Work instructions
Read each of the lines below and tally those with "index"; the tally is the whole answer.

Material for this task
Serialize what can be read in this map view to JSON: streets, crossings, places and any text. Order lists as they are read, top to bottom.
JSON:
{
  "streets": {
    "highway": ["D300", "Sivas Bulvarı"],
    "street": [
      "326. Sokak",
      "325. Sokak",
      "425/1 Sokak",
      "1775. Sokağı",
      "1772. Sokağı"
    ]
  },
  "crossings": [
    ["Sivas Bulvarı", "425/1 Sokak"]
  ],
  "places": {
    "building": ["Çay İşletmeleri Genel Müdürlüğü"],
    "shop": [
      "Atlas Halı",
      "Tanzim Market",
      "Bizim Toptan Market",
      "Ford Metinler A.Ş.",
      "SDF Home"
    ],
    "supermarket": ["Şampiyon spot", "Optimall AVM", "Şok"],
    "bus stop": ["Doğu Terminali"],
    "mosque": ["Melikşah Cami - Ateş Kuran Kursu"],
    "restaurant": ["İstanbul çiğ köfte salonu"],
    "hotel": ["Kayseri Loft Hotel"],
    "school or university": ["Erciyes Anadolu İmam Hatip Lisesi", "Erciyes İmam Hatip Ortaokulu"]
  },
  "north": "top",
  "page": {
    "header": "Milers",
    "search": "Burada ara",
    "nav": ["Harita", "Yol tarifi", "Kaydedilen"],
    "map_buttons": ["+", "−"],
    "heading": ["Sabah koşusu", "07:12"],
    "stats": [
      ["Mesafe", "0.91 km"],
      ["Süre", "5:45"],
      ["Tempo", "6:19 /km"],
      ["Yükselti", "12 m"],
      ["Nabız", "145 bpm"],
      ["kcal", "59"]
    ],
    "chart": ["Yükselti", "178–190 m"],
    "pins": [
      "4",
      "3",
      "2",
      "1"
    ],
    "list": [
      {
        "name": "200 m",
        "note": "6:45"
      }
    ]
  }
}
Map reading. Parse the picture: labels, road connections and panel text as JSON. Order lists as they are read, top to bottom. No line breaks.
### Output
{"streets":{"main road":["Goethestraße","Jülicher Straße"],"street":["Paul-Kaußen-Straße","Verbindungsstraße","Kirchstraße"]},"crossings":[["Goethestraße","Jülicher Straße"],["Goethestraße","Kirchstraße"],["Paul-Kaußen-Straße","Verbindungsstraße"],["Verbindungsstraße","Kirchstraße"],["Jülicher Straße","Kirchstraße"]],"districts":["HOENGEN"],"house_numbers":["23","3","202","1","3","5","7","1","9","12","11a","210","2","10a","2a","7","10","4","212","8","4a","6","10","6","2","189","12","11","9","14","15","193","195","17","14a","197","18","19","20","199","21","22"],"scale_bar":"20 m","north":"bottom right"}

* * *

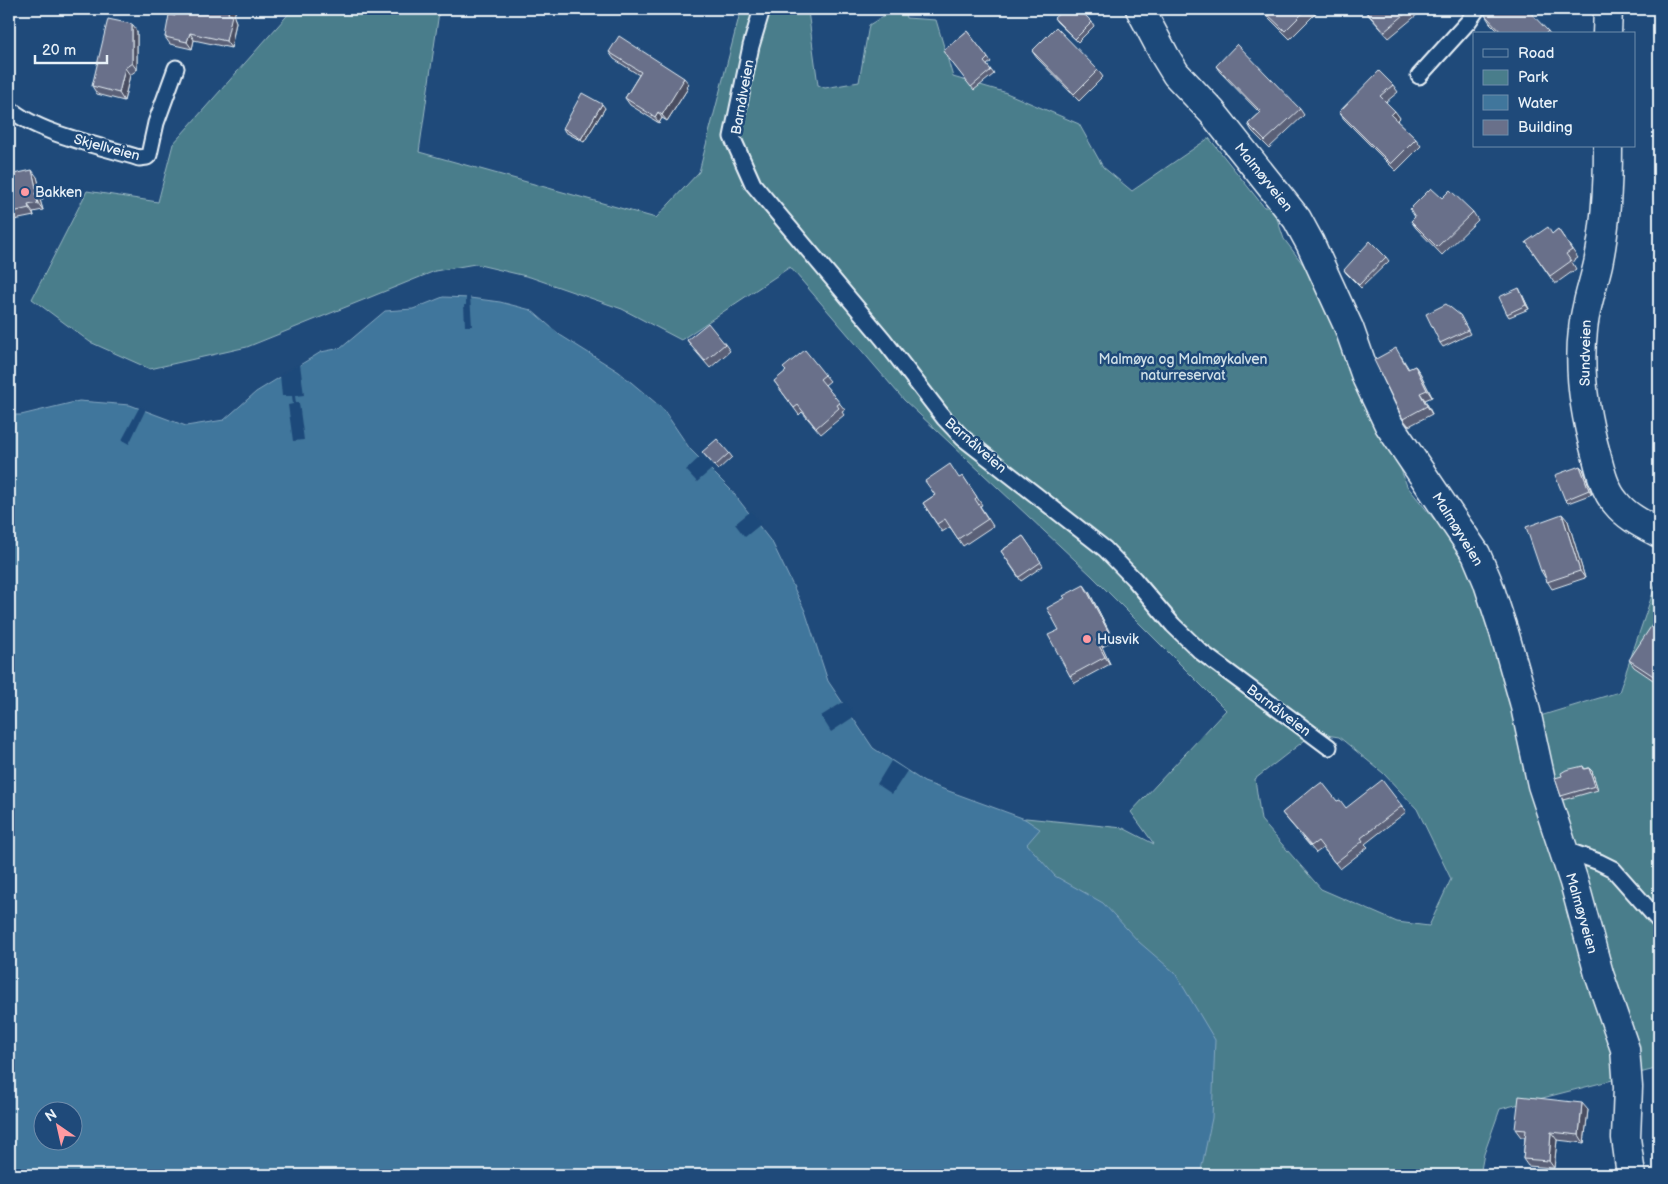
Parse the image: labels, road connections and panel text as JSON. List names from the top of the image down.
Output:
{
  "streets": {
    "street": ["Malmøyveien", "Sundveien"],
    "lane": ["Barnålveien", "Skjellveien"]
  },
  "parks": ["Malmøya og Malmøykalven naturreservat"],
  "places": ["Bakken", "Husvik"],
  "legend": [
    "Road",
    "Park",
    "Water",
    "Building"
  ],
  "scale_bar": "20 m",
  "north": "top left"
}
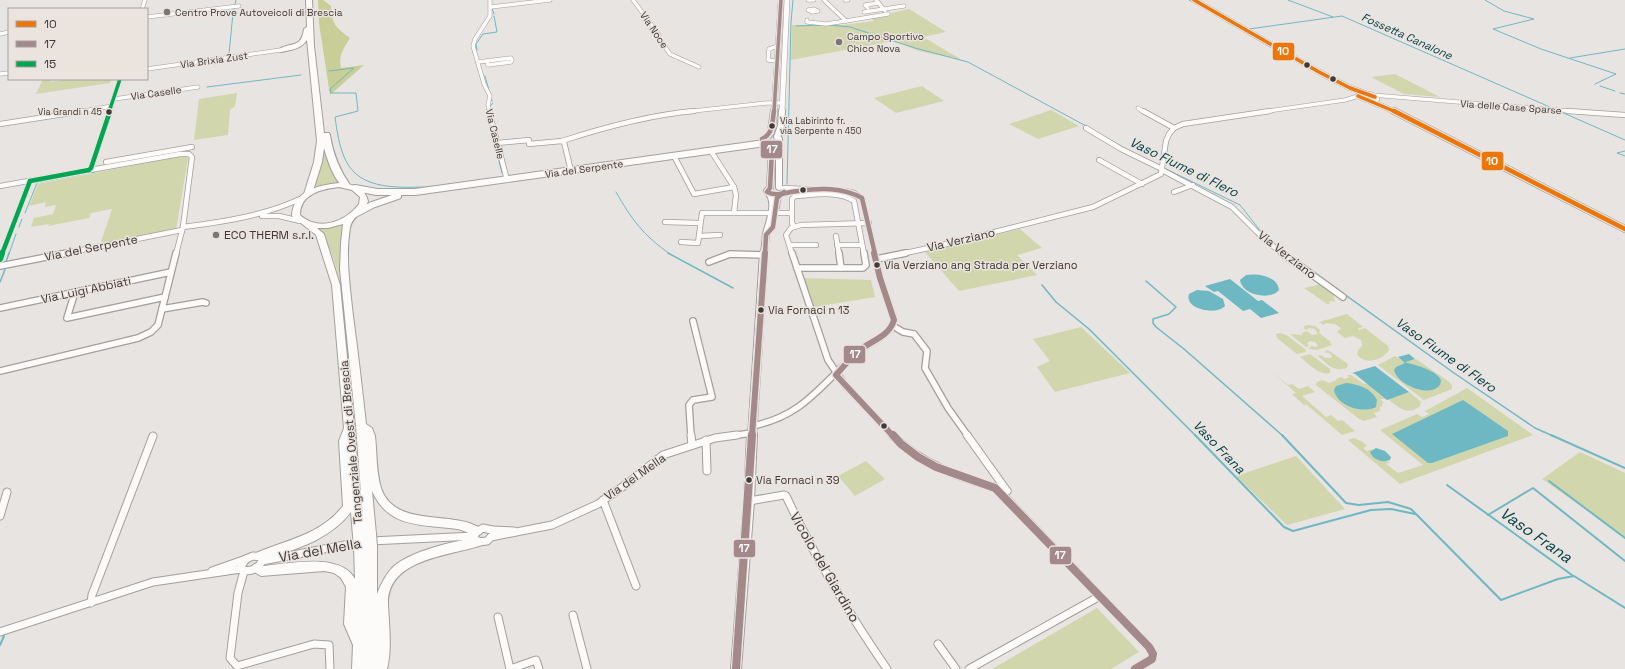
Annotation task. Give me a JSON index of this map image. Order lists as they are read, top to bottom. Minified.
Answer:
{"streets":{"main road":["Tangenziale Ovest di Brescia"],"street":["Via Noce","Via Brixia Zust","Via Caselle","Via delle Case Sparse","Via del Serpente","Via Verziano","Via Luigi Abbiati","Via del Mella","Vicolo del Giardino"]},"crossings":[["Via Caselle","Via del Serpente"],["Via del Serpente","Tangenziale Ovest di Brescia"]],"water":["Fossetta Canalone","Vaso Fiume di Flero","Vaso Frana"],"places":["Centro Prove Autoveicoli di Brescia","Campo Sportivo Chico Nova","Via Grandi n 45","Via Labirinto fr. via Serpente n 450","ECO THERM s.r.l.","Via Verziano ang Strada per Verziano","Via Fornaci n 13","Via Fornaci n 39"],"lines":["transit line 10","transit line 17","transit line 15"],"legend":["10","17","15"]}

==

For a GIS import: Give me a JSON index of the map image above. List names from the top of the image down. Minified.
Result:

Output for this exercise
2